We have continued running into issues while attempting to keeping a database running 24/7. Without any improvements, we’ve started looking into what it would take to migrate to another database, but OrientDB would be my first pick if I could just get a stable database. (Here’s my previous post for background: Guide for running a distributed production database?)

The question is does anyone have any recommendations on what to use or not use? Are there known issues with the rest api, distributed mode, docker, or document size? Or does someone at least have a success story to confirm that we’re doing something abnormal that’s causing problems?

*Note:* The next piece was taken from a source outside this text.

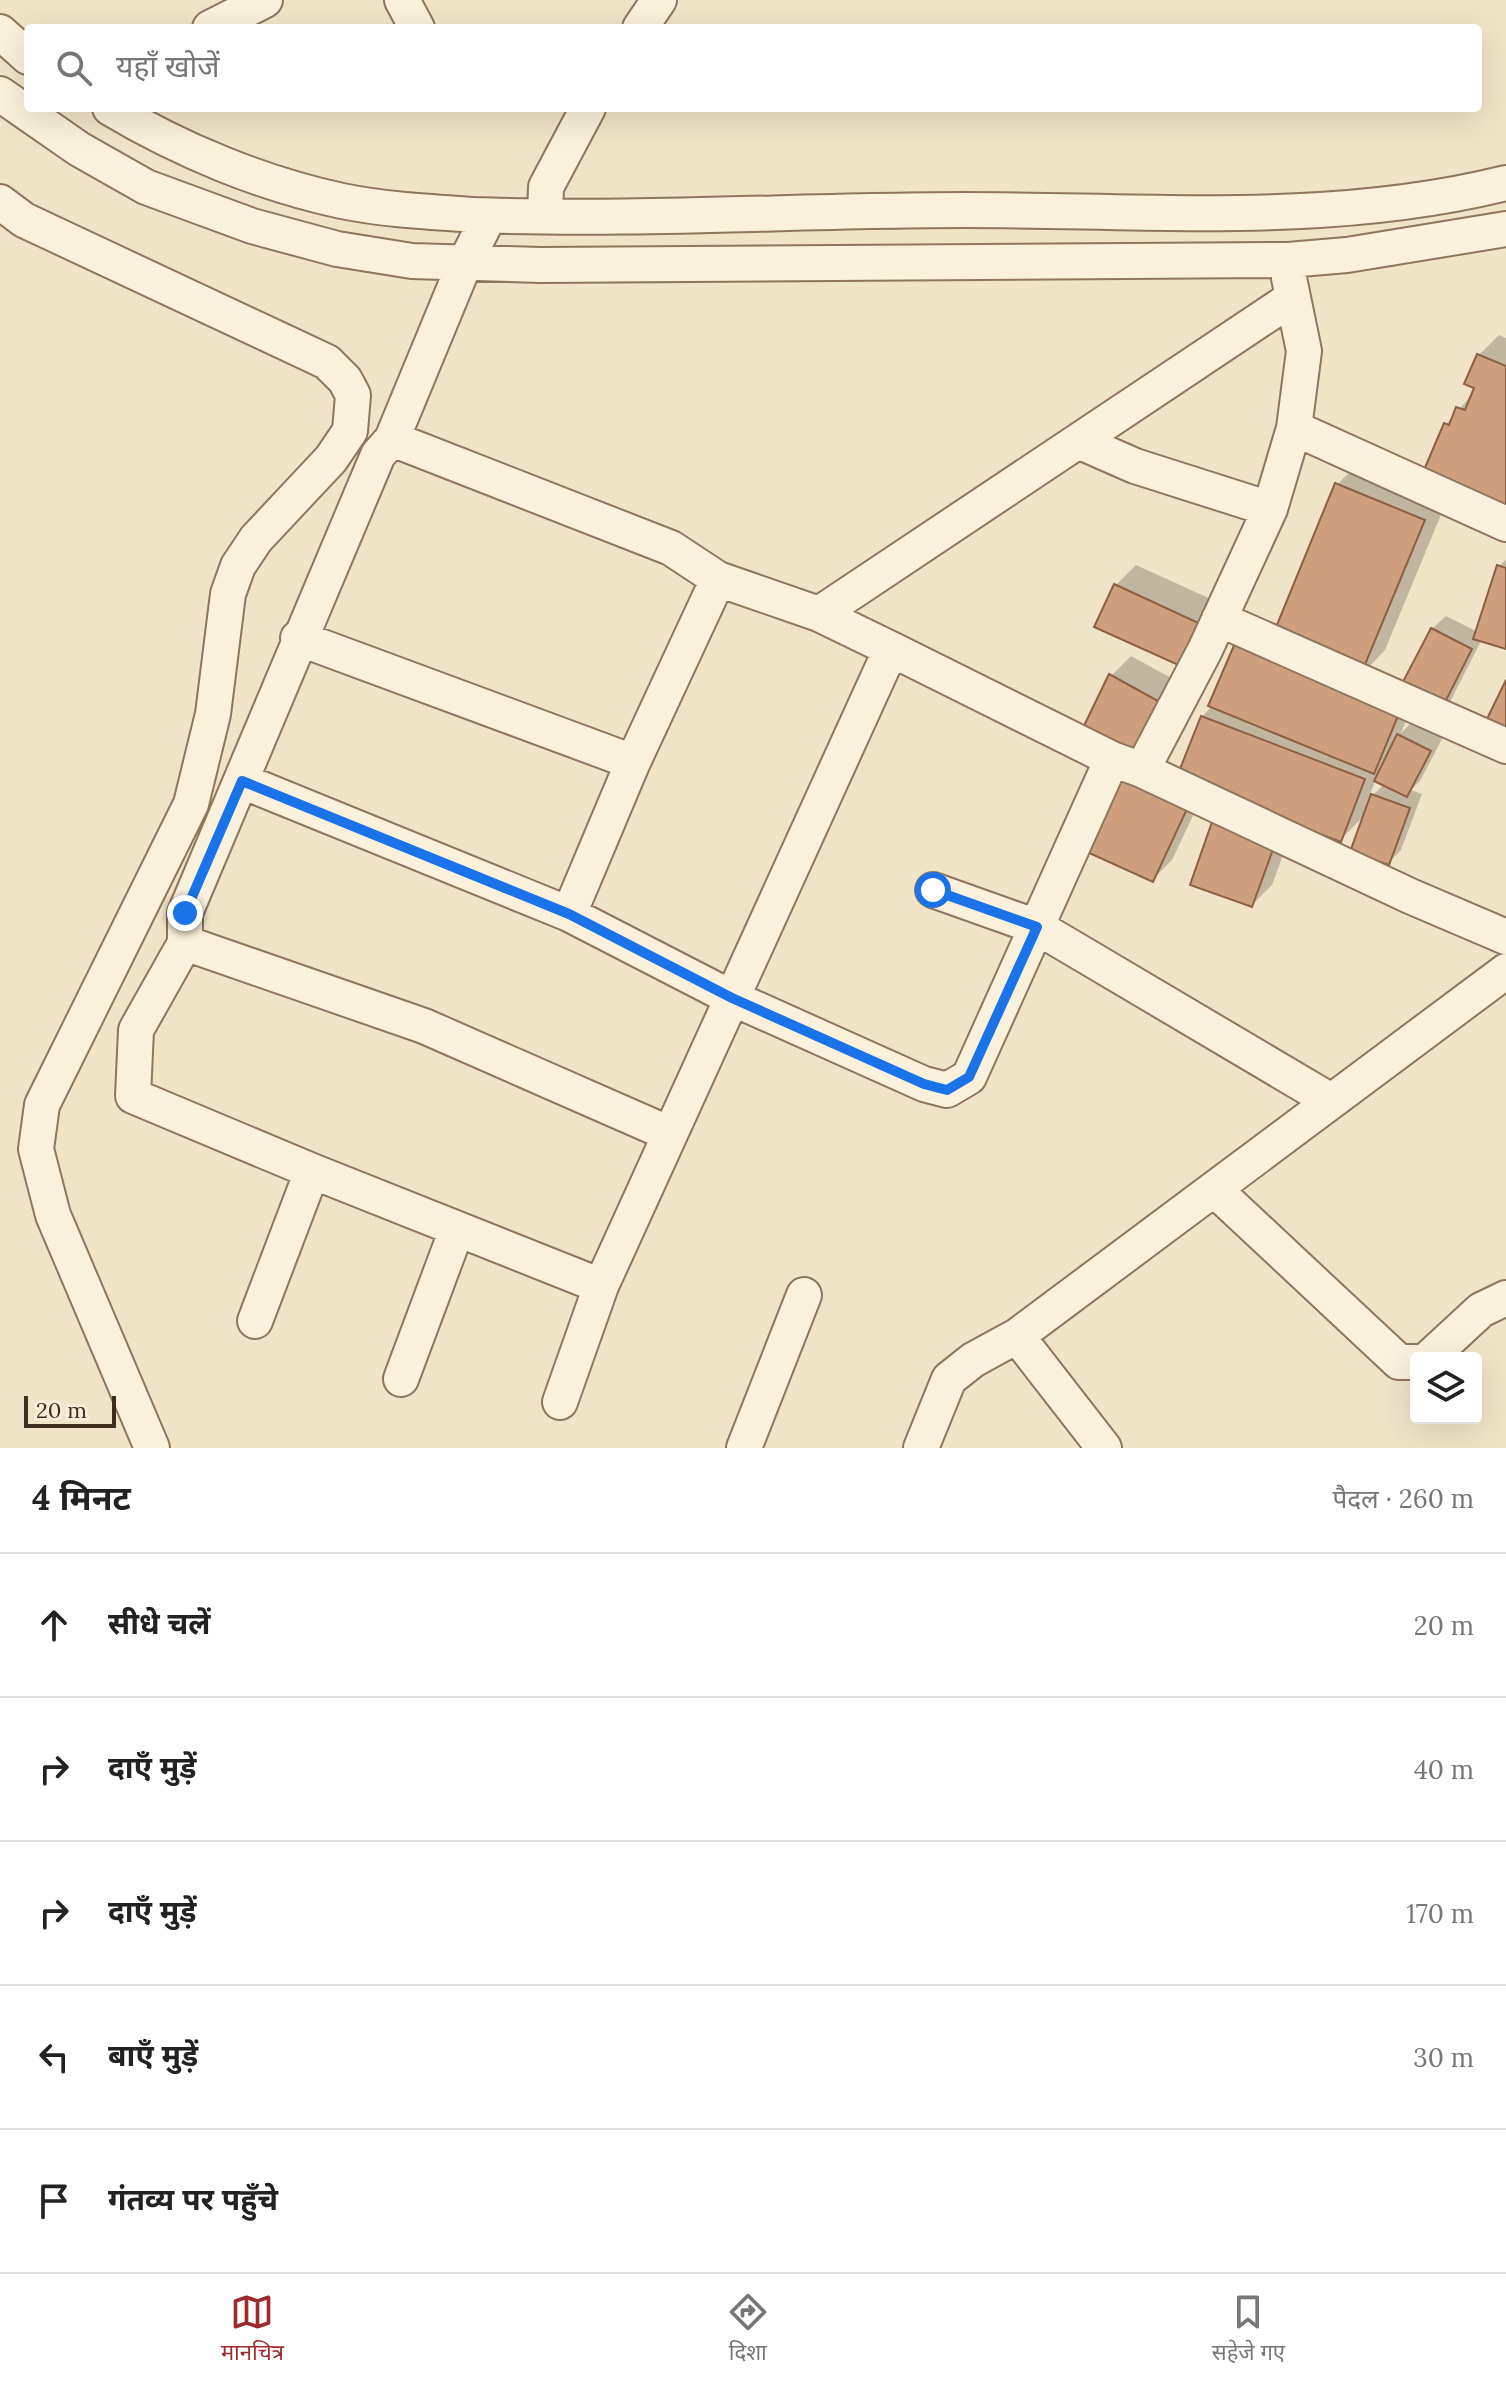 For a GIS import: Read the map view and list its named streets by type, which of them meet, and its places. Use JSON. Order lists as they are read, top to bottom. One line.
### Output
{"scale_bar":"20 m","page":{"search":"यहाँ खोजें","scale":"20 m","heading":["4 मिनट","पैदल · 260 m"],"list":[["सीधे चलें","20 m"],["दाएँ मुड़ें","40 m"],["दाएँ मुड़ें","170 m"],["बाएँ मुड़ें","30 m"],"गंतव्य पर पहुँचे"],"nav":["मानचित्र","दिशा","सहेजे गए"]}}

current downtime details...

Our database was just down because a create edge with a new class caused errors when propagating to other nodes. Previously it worked to shut down all nodes, and run the schema change over plocal, but this time it started hanging on Connecting to database [plocal:/.... So instead, I started just that single node, but had to reindex the entire database to start up, which took over 50 minutes.

I also noticed that in the logs there are reindexing errors because of duplicate ids on unique indexes. That shouldn’t happen considering we run all inserts on a single node using upserts.

I’m currently writing this while the 2nd node is joining with these writing chunk #468 offset=1316974592 size=2.14MB [OHazelcastPlugin] messages in the logs. I’ll probably be waiting another half hour before all 3 nodes are up. I just need this to stop happening.